As more ways of electronically disclosing information become available, mining companies need to remember that National Instrument 43-101 Standards of Disclosure for Mineral Projects (NI 43-101) is applicable to all public disclosure related to scientific and technical information. Electronic communication, including but not limited to websites, blogs and social media, should be considered an extension of a company’s formal corporate disclosure record, and companies need to ensure that information disseminated is compliant with disclosure requirements.
Electronic disclosure and regulatory compliance
When securities regulators review the continuous disclosure of mining companies, one of the most significant areas of non-compliance is with website disclosure and associated corporate presentations, fact sheets and third-party information. In general, mining companies appear to be careful to make sure news releases, Management Discussion & Analysis and annual information forms are reviewed by a Qualified Person and checked for compliance with the requirements of NI 43-101. On the other hand, information contained on their website or other electronic disclosure does not appear to be reviewed with the same scrutiny. Some common deficiencies with companies’ website disclosure include:
• Failing to name the Qualified Person.
• Omitting the required cautionary language for historical estimates, exploration targets and preliminary assessments.
• Reporting in situ or gross metal values.
• Providing unsupported claims about the potential viability of a project or misrepresenting the project’s stage of development.
• Adding Inferred Resources to other categories of Mineral Resources.
• Stating quantity of contained metal without associated tonnes and grade.
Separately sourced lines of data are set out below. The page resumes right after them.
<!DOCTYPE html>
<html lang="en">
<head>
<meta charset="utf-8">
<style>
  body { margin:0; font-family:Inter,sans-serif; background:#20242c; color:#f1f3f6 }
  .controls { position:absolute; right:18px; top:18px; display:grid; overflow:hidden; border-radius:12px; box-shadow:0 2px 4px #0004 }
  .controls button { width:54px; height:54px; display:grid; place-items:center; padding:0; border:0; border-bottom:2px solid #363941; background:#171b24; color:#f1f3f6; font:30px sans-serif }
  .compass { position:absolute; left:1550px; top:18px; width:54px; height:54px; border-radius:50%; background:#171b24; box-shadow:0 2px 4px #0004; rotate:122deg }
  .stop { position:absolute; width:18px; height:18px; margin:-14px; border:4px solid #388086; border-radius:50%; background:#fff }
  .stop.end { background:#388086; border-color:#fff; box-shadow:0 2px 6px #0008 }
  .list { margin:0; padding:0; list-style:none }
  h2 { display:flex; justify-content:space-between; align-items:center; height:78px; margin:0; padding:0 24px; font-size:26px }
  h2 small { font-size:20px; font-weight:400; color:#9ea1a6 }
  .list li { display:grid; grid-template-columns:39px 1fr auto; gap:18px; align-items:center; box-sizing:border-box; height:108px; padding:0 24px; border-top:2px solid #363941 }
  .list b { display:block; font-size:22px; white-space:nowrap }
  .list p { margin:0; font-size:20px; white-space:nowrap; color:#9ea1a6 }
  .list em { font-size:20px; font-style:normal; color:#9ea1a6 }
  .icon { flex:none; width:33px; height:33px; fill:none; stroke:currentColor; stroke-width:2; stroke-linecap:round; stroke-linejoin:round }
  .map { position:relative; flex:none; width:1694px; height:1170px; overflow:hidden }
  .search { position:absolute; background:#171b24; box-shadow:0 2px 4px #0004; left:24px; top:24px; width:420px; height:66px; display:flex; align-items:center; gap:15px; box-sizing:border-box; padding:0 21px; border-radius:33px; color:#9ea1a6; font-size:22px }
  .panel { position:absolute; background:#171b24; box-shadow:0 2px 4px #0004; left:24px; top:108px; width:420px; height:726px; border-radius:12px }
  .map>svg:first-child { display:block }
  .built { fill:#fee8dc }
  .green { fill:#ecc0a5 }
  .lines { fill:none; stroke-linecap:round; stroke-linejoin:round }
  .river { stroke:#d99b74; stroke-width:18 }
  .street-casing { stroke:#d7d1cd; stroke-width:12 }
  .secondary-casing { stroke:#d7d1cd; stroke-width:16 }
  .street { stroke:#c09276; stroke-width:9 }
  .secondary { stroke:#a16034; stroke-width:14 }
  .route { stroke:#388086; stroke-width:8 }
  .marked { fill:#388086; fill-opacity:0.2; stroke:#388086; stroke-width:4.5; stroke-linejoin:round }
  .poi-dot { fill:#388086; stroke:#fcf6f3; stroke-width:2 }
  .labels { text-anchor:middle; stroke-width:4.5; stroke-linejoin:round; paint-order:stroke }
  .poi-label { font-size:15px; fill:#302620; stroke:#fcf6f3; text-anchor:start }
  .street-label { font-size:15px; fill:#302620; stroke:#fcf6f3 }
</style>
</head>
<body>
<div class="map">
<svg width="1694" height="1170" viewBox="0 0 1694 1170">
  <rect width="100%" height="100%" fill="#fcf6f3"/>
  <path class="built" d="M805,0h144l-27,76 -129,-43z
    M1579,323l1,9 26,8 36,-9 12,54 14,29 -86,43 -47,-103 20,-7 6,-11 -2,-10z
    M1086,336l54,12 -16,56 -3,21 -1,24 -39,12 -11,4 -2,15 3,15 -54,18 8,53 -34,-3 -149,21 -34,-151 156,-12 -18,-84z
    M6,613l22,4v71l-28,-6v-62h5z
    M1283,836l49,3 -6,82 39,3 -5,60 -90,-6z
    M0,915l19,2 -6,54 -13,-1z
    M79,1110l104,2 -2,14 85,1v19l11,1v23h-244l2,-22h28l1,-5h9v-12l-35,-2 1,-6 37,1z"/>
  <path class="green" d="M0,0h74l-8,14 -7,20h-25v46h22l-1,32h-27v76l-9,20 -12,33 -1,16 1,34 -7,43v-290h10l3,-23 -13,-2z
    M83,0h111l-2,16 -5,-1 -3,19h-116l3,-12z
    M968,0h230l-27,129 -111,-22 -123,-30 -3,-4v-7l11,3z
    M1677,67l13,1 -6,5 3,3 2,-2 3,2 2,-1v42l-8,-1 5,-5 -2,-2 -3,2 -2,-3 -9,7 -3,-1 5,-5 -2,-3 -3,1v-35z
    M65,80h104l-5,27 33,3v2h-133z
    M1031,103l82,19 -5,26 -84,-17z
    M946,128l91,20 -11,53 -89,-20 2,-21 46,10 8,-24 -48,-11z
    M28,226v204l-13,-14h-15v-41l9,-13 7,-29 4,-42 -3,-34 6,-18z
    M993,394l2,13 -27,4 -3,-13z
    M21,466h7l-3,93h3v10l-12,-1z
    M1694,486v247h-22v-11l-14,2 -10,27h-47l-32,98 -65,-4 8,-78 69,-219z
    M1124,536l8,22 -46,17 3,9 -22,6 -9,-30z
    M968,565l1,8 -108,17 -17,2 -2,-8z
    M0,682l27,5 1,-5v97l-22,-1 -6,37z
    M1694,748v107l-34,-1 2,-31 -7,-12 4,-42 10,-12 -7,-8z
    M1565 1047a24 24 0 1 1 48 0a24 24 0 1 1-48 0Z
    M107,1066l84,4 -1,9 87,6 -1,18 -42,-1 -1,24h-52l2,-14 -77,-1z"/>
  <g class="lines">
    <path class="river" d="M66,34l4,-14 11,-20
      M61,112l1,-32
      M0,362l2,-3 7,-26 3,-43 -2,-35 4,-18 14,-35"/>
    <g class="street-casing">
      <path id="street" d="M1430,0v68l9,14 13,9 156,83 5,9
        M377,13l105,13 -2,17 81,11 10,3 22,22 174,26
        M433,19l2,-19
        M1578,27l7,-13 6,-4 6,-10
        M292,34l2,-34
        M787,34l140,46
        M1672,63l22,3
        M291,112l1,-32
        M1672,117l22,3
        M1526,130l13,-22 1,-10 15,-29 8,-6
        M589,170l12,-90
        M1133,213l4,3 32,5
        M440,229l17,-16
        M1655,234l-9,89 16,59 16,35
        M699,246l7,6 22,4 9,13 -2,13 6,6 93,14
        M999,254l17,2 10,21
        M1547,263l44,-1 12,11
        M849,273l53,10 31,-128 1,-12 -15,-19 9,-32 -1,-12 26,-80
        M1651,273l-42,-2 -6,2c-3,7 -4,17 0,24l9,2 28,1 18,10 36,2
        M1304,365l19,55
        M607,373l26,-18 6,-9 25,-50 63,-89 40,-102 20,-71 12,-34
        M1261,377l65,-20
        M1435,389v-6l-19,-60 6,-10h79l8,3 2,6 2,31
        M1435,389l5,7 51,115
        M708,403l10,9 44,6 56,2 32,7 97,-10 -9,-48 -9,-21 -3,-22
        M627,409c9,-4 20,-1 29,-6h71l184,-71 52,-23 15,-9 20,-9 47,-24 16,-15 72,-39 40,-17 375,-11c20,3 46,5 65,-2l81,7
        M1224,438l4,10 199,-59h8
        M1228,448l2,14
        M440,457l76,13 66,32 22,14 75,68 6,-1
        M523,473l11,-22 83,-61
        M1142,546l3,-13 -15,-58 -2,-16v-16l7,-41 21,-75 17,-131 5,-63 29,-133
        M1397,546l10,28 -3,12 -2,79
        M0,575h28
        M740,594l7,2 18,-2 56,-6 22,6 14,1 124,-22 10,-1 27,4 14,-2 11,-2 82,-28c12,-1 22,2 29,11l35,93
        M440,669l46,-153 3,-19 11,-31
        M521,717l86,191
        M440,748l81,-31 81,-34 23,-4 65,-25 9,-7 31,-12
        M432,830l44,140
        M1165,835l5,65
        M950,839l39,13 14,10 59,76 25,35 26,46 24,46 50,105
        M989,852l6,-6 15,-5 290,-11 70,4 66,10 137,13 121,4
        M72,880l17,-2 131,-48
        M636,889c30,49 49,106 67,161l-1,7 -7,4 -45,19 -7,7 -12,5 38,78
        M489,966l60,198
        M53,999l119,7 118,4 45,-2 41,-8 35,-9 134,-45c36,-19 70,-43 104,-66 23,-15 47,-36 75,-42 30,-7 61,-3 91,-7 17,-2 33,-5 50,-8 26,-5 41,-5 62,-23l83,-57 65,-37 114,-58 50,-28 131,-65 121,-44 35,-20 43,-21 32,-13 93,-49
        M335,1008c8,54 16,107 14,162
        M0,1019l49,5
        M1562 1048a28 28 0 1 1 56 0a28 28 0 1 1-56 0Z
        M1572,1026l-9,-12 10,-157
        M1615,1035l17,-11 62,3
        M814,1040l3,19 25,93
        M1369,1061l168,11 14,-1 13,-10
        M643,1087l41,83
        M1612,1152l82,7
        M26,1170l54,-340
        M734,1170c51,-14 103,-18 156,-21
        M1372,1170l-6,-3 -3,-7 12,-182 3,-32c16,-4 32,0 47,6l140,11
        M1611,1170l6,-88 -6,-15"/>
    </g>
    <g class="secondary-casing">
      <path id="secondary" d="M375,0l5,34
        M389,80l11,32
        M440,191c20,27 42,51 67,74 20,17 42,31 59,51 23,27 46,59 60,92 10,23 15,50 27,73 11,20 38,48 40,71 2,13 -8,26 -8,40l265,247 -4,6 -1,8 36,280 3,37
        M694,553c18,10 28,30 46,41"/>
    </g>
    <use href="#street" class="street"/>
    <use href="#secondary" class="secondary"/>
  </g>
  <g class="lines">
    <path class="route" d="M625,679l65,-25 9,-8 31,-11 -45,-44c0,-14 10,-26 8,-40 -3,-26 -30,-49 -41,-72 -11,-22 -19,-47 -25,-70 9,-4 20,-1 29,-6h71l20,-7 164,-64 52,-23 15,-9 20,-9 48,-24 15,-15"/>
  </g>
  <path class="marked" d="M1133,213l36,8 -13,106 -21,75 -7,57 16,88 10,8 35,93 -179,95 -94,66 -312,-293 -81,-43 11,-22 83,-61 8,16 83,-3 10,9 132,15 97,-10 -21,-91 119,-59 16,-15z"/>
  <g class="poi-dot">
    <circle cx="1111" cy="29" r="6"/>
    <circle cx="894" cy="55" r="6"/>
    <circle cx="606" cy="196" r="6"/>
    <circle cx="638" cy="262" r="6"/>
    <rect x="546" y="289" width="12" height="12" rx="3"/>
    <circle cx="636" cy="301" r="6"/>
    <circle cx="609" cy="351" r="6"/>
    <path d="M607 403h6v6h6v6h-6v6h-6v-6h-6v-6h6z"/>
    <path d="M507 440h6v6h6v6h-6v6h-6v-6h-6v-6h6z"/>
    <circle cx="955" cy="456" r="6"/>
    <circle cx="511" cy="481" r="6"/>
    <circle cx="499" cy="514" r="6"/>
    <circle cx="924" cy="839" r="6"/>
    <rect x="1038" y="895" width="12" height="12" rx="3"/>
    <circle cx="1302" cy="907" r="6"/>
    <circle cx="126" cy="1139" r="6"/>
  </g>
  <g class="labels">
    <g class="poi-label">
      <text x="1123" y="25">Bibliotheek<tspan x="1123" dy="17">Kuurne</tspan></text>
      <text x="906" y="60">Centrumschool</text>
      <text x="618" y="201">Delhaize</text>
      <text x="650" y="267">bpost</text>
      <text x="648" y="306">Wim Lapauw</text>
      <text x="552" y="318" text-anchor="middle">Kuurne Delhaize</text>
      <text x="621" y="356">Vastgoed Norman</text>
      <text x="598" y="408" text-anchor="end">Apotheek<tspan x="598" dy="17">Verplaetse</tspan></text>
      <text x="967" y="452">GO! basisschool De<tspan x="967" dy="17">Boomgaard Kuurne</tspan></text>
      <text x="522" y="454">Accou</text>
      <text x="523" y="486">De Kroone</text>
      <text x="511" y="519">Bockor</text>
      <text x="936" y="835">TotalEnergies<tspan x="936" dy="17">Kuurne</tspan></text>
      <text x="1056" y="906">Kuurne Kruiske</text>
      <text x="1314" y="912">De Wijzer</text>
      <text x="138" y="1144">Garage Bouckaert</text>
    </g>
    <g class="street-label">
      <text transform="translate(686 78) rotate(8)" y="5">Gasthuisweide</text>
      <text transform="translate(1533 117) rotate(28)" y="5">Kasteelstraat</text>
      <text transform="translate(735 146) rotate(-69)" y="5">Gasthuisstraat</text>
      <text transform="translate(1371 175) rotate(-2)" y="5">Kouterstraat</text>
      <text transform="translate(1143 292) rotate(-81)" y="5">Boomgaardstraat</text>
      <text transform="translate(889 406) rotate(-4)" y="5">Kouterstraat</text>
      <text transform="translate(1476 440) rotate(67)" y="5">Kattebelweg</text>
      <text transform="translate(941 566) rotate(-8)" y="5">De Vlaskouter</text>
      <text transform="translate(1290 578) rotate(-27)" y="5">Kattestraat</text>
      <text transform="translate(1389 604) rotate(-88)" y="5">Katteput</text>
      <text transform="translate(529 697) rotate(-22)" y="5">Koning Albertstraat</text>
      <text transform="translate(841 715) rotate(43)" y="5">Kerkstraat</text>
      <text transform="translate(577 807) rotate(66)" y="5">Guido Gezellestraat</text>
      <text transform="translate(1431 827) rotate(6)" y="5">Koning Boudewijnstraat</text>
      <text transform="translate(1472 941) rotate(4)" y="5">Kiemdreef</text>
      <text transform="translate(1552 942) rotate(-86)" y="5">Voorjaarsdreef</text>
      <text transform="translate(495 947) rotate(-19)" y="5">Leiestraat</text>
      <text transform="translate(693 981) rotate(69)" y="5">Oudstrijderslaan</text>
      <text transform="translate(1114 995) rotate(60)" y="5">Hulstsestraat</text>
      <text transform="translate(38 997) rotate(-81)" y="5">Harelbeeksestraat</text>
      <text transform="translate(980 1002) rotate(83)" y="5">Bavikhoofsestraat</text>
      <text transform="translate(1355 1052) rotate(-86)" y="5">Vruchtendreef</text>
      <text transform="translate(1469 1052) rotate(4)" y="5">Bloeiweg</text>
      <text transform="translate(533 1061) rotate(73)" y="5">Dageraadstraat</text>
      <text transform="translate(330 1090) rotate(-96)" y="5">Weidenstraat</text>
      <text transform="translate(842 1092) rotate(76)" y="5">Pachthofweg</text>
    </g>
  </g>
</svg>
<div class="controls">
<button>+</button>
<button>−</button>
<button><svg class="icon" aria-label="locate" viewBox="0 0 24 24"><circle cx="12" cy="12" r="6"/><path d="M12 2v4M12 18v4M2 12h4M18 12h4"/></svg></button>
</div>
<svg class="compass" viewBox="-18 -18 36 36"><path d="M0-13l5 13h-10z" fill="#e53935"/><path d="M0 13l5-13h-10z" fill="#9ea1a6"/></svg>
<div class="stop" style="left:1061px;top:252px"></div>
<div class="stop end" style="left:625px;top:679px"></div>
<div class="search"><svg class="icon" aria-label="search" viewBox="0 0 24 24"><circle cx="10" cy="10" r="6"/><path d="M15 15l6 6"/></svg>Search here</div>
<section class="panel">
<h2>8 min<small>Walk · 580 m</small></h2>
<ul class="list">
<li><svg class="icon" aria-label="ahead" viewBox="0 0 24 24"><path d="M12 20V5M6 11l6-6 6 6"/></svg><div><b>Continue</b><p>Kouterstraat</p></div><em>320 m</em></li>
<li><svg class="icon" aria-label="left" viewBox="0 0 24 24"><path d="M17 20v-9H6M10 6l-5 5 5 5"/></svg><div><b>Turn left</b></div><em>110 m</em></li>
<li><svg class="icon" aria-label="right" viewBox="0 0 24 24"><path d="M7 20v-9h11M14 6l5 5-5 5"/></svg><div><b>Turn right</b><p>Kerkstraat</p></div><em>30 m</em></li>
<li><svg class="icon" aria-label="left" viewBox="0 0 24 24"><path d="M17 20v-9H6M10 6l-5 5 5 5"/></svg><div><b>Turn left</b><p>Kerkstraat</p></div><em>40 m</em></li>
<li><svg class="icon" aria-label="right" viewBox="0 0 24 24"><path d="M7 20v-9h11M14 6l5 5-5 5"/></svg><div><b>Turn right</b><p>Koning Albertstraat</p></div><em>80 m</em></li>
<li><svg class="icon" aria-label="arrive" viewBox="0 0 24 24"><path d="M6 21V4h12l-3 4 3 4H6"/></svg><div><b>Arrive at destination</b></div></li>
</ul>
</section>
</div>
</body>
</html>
• Not stating the effective date and missing key assumptions, parameters and methods for Mineral Resource and Mineral Reserve estimates.
• Linking third-party reports or providing hyperlinks to reports that are not compliant with NI 43-101.
When missing or non-compliant technical disclosure on a company’s website is identified during a regulatory review, the company will likely be required to immediately revise and remove the information and issue a clarifying/retracting news release identifying the missing or non-compliant disclosure.
When posting third-party reports on a company’s website, it is important to keep in mind that “if you disseminate it, you own it.” Companies should be careful about posting scientific and technical information prepared by third parties unless the information was prepared on behalf of the company or is general in nature and not specific to the company. If a company decides to distribute or post the information or report on its website, it then becomes part of its disclosure record and NI 43-101 applies. In addition, if a company chooses to post third-party reports, it must make every effort to ensure that all significant articles concerning the company are included and that negative and positive articles are given similar prominence. Companies that disclose positive news but withhold negative news could find their disclosure practices subject to scrutiny by regulators. Similar concerns also exist regarding the posting of media articles, including radio, television and online news reports, about the company on its website.
Instead of posting third-party reports on the company’s website, an alternative approach is to provide a complete list of all analysts who follow the company, together with contact information, so that investors may contact the third party directly.
Beyond the common disclosure deficiencies identified above, another area of concern is the posting of newsletters or “tout-sheets.” There have been some cases where companies provide technical information to an apparent independent newsletter writer, often for a substantial fee, and the writer suggests the company is on the brink of discovery, under-promoted and overlooked by the markets. Since this disclosure is made on behalf of the company, it is part of the company’s public disclosure record and the company should be prepared to support and justify any promotional statements and scientific and technical disclosure in the newsletter.
While websites, corporate presentations, blogs and social media provide a powerful way for companies to communicate with shareholders, it is important to remember that information provided must be in compliance with NI 43-101 disclosure requirements.
The views expressed in this article are those of the author and do not necessarily represent the views of the OSC.
Craig Waldie is a senior geologist with the Ontario Securities Commission.